Imagine interviewing two candidates that coincidentally had the exact same answers to your questions. You end up leaning towards candidate #2 because you had a better feeling about them. After further contemplating your decision you realize that they only difference they had were in their weight, or even their height. Sounds like a weird way to pick a candidate, right?
Unfortunately this way of thinking is often used in decision making quite a bit. The halo (good) and horn (bad) effect is when one characteristic overshadows all other characteristics. An example of the halo/horn effect is when someone with an accent that irritates you but has excellent talents loses out to someone with a regular accent and subpar talents.

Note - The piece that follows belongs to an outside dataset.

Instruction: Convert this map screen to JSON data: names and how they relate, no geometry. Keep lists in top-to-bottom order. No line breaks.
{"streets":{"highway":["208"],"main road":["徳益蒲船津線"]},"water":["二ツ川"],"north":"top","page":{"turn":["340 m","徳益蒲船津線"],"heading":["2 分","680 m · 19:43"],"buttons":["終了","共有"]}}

The best way to combat this type of bias is to keep a thorough record of each employee’s performance. Having something to look at, as opposed to going off memory or even your personal opinion will give everyone a fair chance. Having an accent or being short does not mean that someone won’t have much to contribute to the company. Evaluating their performance will give you a consistent idea what each position requires.

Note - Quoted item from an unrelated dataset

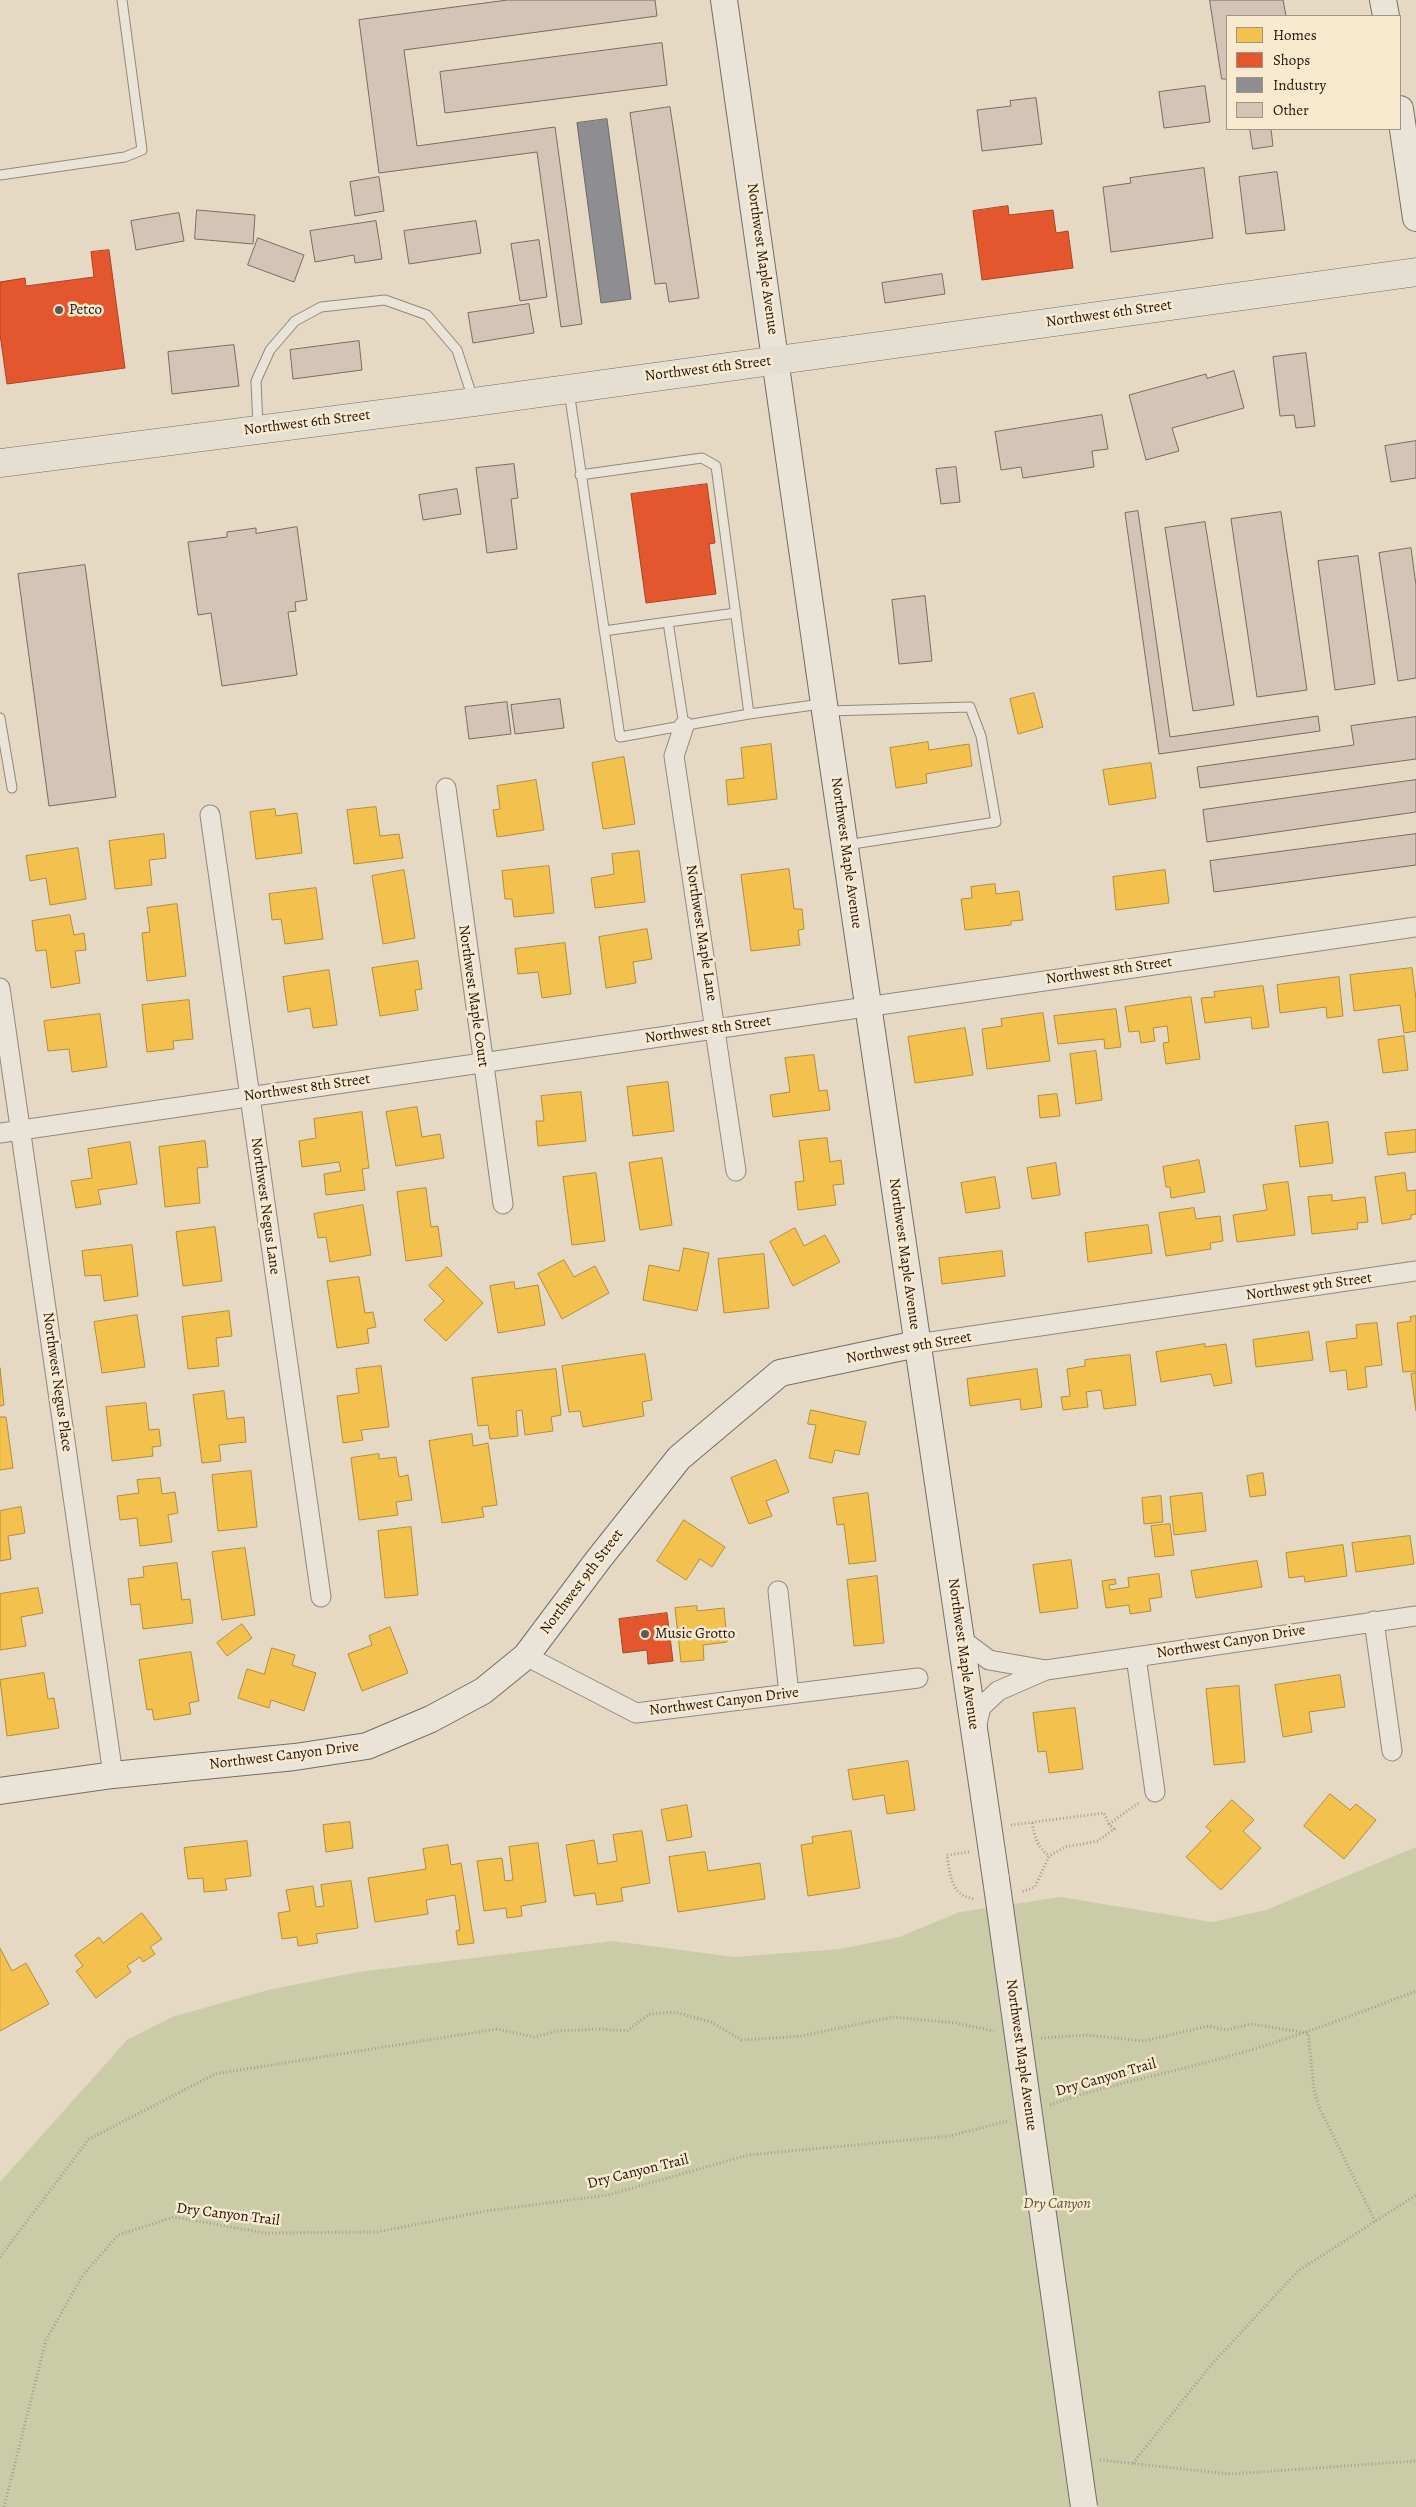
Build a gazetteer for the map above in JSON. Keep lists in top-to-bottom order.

How succession planning can help
The point of a good succession plan is to identify important skills needed for key positions within your company to either hire candidates with those skills or train employees to learn skills in order to fill the position. Succession planning prepares the company for loss of key personnel as well as develops existing talent using a methodical approach that can overcome bias.
Employees with different ways of thinking and different backgrounds can challenge each other to be more creative and productive. A good mentee can propose different perspectives to their mentor and the company and vice versa. These ideas produced out of diverse relationships spark new products or services that might never have existed otherwise.
Keep in mind that when creating a good succession plan, not to just gravitate towards people that you have worked with before and someone you might view as “the shining star.” Succession plans should be made for every position in your company, and every employee should have a plan that they are following to grow and progress up the ranks.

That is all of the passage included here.